**Assigned task**: Your answer should be every line of the records that contains the word "Road".

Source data
- - -
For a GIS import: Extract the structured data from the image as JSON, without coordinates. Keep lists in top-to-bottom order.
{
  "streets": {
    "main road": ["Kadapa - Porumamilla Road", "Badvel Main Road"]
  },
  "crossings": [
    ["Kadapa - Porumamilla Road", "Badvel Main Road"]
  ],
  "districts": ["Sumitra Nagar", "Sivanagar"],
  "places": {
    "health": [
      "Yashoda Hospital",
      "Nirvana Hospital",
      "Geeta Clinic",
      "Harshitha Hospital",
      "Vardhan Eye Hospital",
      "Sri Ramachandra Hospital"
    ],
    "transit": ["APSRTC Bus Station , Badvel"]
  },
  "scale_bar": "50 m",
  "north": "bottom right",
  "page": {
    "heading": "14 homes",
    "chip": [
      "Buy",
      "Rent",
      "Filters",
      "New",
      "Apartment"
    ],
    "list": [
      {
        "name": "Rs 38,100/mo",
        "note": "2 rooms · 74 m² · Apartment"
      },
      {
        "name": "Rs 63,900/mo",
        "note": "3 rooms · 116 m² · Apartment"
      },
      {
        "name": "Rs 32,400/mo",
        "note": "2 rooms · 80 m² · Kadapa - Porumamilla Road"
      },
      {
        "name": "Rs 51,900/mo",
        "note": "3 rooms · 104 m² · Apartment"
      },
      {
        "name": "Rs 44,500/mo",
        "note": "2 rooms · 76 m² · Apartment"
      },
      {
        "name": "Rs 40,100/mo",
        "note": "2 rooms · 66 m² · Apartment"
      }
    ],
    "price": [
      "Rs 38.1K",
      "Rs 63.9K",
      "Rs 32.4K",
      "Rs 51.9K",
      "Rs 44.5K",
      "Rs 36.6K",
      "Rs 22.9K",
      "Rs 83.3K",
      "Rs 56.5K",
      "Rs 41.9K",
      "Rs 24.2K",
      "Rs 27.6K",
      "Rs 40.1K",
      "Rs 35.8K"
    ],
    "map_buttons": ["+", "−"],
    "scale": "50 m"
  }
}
- - -
**Task result**:
    "main road": ["Kadapa - Porumamilla Road", "Badvel Main Road"]
    ["Kadapa - Porumamilla Road", "Badvel Main Road"]
        "note": "2 rooms · 80 m² · Kadapa - Porumamilla Road"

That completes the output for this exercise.